3. till last row, then sum all.

Comment hidden because of low score. Click to expand.
0

I can do it in 37 steps:

1 [[0 0 0] [0 0 0]]
2 [[1 1 1] [0 0 0]]
3 [[2 2 2] [0 0 0]]
4 [[3 3 3] [0 0 0]]
5 [[4 4 4] [0 0 0]]
6 [[5 5 5] [0 0 0]]
7 [[6 6 6] [0 0 0]]
8 [[7 7 7] [0 0 0]]
9 [[8 8 8] [0 0 0]]
10 [[9 9 9] [0 0 0]]
11 [[10 10 10] [0 0 0]]
12 [[11 11 11] [0 0 0]]
13 [[12 12 12] [0 0 0]]
14 [[12 12 12] [1 1 1]]
15 [[12 12 12] [2 2 2]]
16 [[12 12 12] [3 3 3]]
17 [[12 12 12] [4 4 4]]
18 [[12 12 12] [5 5 5]]
19 [[12 12 12] [6 6 6]]
20 [[12 12 12] [7 7 7]]
21 [[12 12 12] [8 8 8]]
22 [[12 12 12] [9 9 9]]
23 [[12 12 12] [10 10 10]]
24 [[12 12 12] [11 11 11]]
25 [[12 12 12] [12 12 12]]
26 [[6 12 12] [6 12 12]]
27 [[6 12 6] [6 12 6]]
28 [[7 13 7] [6 12 6]]
29 [[8 14 8] [6 12 6]]
30 [[8 14 8] [7 13 7]]
31 [[8 14 8] [8 14 8]]
32 [[4 14 8] [4 14 8]]
33 [[2 14 8] [2 14 8]]
34 [[1 14 8] [1 14 8]]
35 [[2 15 9] [1 14 8]]
36 [[3 16 10] [1 14 8]]
37 [[4 17 11] [1 14 8]]

Comment hidden because of low score. Click to expand.
0

what if the test case is
[4, 17, 11]
[1000, 10, 10]

And in your algorithm, you double the element 1000 several time which makes efficience worse

We should handle the raws with largest difference first

Comment hidden because of low score. Click to expand.
0

How does your solution guarantee minimum number of operations?

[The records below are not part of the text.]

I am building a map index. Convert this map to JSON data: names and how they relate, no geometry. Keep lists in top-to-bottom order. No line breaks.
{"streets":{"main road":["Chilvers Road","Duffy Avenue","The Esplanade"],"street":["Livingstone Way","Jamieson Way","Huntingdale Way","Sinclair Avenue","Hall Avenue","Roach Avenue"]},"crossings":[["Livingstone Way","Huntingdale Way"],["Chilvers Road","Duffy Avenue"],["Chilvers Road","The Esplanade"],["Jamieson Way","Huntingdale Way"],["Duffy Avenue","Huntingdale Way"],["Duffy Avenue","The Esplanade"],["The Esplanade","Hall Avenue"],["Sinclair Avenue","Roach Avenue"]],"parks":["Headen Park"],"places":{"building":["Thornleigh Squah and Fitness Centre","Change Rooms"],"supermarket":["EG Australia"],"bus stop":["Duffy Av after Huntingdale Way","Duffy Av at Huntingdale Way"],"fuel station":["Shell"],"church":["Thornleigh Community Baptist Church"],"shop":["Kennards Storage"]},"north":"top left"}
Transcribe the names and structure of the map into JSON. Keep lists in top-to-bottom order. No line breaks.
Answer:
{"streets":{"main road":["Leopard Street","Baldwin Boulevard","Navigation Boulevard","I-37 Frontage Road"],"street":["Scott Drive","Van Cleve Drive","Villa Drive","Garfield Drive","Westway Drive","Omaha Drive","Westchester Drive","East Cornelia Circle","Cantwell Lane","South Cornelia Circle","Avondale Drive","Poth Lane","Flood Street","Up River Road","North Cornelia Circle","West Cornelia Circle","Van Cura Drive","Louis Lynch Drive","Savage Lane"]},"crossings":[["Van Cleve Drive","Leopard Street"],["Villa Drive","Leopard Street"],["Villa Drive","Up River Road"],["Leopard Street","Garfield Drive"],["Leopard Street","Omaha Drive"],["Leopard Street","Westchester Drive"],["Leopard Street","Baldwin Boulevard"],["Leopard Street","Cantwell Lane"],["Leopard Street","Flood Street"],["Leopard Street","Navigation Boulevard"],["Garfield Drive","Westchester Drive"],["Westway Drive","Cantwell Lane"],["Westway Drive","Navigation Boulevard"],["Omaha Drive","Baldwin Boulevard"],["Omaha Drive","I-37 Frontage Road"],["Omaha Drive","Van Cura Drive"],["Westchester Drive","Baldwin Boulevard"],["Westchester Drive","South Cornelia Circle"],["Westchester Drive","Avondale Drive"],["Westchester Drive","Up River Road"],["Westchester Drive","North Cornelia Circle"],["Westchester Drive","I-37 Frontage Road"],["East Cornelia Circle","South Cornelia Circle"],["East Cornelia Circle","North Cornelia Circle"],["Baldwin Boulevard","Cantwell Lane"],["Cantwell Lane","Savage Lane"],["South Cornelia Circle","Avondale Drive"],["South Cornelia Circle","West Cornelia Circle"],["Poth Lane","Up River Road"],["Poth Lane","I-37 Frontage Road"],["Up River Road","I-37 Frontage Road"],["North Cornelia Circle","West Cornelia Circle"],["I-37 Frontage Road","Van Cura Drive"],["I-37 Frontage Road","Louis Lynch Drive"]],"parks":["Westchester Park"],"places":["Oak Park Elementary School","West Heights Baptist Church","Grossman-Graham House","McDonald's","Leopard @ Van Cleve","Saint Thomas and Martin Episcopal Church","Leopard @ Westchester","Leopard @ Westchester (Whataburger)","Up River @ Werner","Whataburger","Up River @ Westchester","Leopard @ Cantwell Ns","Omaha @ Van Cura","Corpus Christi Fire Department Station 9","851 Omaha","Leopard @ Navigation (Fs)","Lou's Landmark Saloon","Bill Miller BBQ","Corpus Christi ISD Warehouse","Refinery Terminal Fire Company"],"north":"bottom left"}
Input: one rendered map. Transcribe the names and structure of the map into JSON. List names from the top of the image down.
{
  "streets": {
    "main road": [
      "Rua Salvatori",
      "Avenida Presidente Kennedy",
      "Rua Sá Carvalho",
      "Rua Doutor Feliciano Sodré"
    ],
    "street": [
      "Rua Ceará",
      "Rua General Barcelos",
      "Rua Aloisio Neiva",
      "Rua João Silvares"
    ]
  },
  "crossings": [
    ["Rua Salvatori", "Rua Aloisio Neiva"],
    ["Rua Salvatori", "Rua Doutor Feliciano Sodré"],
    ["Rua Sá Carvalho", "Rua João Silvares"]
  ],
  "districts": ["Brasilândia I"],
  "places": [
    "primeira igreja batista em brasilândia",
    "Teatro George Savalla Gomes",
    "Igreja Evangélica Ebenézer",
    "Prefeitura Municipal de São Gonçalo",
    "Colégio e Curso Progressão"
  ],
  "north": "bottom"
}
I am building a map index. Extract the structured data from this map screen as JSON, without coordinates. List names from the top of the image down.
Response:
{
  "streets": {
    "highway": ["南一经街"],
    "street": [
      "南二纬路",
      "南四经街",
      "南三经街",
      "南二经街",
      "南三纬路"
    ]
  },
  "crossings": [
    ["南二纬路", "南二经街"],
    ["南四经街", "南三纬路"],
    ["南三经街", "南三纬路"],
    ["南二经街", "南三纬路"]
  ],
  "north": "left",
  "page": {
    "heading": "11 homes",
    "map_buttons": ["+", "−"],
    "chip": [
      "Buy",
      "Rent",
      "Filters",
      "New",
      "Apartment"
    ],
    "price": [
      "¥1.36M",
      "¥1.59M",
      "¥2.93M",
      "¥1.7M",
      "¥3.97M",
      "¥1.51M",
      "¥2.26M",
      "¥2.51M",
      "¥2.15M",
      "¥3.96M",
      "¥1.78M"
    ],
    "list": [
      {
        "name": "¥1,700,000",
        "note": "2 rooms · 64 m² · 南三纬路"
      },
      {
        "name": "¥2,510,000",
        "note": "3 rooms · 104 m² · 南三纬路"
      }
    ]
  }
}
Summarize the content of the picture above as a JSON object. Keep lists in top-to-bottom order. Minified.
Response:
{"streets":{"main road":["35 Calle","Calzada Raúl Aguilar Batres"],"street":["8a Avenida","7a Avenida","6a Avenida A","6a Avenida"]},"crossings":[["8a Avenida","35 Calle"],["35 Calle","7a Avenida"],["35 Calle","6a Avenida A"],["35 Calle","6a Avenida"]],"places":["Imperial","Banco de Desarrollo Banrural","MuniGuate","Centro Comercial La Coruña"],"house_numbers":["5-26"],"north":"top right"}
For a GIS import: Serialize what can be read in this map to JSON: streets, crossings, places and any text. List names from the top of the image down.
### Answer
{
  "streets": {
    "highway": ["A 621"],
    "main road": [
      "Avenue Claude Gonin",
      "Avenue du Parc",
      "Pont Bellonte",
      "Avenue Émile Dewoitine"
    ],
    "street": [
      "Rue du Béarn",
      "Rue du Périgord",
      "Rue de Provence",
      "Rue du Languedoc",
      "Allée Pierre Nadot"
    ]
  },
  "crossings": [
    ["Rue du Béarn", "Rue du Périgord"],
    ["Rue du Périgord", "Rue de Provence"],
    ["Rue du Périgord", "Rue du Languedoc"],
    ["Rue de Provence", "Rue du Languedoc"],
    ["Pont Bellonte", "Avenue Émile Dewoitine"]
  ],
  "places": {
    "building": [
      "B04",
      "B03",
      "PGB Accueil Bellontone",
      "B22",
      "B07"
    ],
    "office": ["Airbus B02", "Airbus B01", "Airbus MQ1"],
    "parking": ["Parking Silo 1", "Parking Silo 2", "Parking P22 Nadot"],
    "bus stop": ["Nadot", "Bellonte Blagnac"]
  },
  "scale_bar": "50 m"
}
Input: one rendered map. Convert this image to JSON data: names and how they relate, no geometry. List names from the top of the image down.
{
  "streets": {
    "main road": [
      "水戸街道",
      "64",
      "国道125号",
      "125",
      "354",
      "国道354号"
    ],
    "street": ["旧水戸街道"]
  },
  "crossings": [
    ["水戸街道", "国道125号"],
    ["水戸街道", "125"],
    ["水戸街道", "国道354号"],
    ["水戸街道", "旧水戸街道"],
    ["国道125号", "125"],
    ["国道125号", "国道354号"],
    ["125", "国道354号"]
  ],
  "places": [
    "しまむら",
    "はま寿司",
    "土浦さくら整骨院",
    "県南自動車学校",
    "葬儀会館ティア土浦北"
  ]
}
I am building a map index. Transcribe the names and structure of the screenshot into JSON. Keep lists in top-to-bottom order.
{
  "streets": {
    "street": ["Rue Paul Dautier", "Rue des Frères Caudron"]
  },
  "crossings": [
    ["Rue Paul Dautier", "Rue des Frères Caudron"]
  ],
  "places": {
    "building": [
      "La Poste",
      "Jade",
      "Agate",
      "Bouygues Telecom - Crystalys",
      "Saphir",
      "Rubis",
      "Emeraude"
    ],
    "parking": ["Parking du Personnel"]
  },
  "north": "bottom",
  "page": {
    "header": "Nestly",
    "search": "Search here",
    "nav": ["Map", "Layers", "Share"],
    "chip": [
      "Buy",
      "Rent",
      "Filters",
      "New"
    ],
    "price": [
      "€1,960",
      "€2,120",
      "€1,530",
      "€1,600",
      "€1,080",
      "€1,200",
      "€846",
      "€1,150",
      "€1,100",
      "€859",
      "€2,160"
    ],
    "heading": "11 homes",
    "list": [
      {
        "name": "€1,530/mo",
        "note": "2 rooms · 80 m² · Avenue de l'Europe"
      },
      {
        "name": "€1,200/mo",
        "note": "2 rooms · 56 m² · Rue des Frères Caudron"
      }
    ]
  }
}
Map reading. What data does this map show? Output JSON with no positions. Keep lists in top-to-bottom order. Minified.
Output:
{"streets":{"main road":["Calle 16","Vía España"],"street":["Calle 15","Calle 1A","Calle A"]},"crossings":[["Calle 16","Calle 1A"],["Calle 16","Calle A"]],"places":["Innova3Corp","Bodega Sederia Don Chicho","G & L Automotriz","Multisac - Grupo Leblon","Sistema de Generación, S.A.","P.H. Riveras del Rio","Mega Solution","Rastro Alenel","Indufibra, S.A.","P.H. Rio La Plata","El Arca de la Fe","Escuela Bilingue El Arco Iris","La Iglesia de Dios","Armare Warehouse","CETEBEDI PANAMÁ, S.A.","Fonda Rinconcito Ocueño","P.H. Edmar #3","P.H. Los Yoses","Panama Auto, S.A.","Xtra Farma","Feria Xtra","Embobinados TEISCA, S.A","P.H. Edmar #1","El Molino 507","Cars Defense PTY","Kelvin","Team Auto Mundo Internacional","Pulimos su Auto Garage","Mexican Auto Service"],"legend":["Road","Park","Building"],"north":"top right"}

Comment hidden because of low score. Click to expand.
0

I can do it in only 21 steps
4, 17, 11
2x: 8, 17, 11
2x: 16, 17, 11
-5: 11, 12, 6
2x: 11, 12, 12
-10: 1, 2, 2
2x: 2, 2, 2
-2: 0, 0, 0

When the row has a max of 17, it means we should do at least 17 decrements. in my algorithm, # of decrements are exactly 17, and the 2x operations are minimum:
step1: Find the max column of the row.
step2: Keep doing 2x on all the other columns while they haven't exceeded the max column.
step3: Decrement the row and goto step1

Optimization: When the max of a row is M and min of the row is m, and we know that 2xm will exceed M, then you need to decrement the row as many times as 2m-M so that you can apply 2x on the min column because
after k decrements, M and m become M-k and m-k, now you can make min column 2x. i.e 2(m-k) <= 2(M-k) => k=2m-M

Comment hidden because of low score. Click to expand.
1
of 1 vote

With a little thought it is easy to see that it suffices to write a subroutine that will make all entry in a specific row all zero.
In this subroutine repeatedly do the following
a) apply operation 1) to columns having 1 in the specific row
b) apply operation 2) to the specific row
Entries in the specific row who are 1 will oscillate 1-2-1-2-1-2
Entries in the specific row who are greater than 1 will each decrease by 1 continuously.
Hence at some point all entries will be 1. Now apply 2) a final time and all entries in the specific row are 0.
Rinse, repeat.

Comment hidden because of low score. Click to expand.
0
of 0 vote

How large are the inputs?

Comment hidden because of low score. Click to expand.
0
of 0 vote

Are you sure you are not missing something? How are negative values going to be 'brought up' to zero if only operation allows are:

1) multiply each element of any one column at a time by 2.
2) Subtract 1 from all elements of any one row at a time

which both will decrease their values.

Comment hidden because of low score. Click to expand.
0
of 0 vote

Any -ve number can't be reduced to 0 using given operation. Is the problem statement correct ?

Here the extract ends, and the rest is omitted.